HIS Pantry serves people from Bennington and beyond
“This is one of the most important ministries the Catholic Church can do,” Joni Charbonneau said of feeding the hungry.
She is director of HIS Pantry at Sacred Heart St. Francis de Sales Church in Bennington, a longtime parish ministry that has grown since it opened in 1993 to be the biggest ministry in the parish and the second largest food pantry in Bennington County.
“This is a class act,” Holy Cross Father Bob Wiseman, pastor, said. “It is a wonderful ministry.”
There are 35 active volunteers (others are on hiatus because of the coronavirus pandemic) who serve about 200 households (600 people) each month. The pantry is open on Wednesday afternoons and Friday mornings year round.
The shelves in the downstairs pantry in the parish hall are well stocked with all kinds of non-perishable foods like canned fruits and vegetables, rice, pasta, soup, beans, cereal and macaroni and cheese. And when available, guests can also get meat, fresh fruits and vegetables, milk, eggs, butter and other dairy items.
Toiletries including toilet paper, soap and hand sanitizer are distributed as well as such things as shampoo and deodorant, as available. Limited clothing also is available.
Donations to the food pantry come from the Vermont Foodbank; a network of partners including Price Chopper, Aldis and Cumberland Farms; parishioners and community members.
Monetary donations are used to buy items as needed.

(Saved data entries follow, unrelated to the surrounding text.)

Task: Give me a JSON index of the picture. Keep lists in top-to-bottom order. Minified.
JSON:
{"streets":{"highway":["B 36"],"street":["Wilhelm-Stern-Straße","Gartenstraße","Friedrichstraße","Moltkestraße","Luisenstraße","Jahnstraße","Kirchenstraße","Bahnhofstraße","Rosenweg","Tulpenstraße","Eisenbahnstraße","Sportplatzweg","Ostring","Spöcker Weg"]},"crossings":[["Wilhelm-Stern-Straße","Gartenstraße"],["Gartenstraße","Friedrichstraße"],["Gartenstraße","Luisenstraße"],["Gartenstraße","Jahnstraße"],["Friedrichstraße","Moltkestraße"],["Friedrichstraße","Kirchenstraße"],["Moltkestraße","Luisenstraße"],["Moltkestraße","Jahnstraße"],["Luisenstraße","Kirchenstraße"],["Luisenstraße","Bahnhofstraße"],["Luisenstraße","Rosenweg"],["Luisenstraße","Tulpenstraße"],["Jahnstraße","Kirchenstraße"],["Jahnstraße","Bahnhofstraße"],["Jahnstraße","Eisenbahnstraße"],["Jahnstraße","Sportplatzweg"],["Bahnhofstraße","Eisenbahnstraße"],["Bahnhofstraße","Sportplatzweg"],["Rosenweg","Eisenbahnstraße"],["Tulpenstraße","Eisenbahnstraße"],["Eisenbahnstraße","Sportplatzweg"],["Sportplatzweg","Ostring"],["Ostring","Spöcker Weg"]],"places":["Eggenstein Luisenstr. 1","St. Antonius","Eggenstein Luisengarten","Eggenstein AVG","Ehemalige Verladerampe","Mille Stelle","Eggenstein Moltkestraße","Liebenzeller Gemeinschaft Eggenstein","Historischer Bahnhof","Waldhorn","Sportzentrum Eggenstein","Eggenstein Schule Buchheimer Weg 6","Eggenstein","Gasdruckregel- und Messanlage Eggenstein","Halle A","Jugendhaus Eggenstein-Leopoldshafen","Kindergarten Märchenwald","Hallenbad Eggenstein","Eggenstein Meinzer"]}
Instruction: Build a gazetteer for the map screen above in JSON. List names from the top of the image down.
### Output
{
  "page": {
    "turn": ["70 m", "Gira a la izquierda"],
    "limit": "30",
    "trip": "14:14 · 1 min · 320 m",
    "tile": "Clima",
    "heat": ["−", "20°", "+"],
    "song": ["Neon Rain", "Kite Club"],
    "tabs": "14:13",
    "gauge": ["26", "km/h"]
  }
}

“We don’t turn anybody away. … It’s amazing how much need there is in the community,” Charbonneau said. “This is an important ministry, especially in the Year of St. Joseph, to help feed the poor.”
During the pandemic, fewer homeless persons have sought help at the pantry, she said, noting the state is helping them with housing and food. But the number of people served — albeit only a small number — has increased as those who had not been food insecure before the pandemic struggle with job loss.
Since the onset of the pandemic, guests have been served from tables outside to observe safety protocols. “Safety first,” Father Wiseman said.
The average food distribution per household is about 50 pounds.
Dr. Archie Budnikas, one of the volunteers from Sacred Heart St. Francis De Sales Parish, said he has a longstanding interest in addressing food insecurity and “wanted to do something for the church,” so helping with the food distribution fit the bill.
Another volunteer, Nancy Niles of St. John the Baptist Church in North Bennington, wanted to do something to help others and “something that makes me feel useful.” She, too, found her place at HIS Pantry.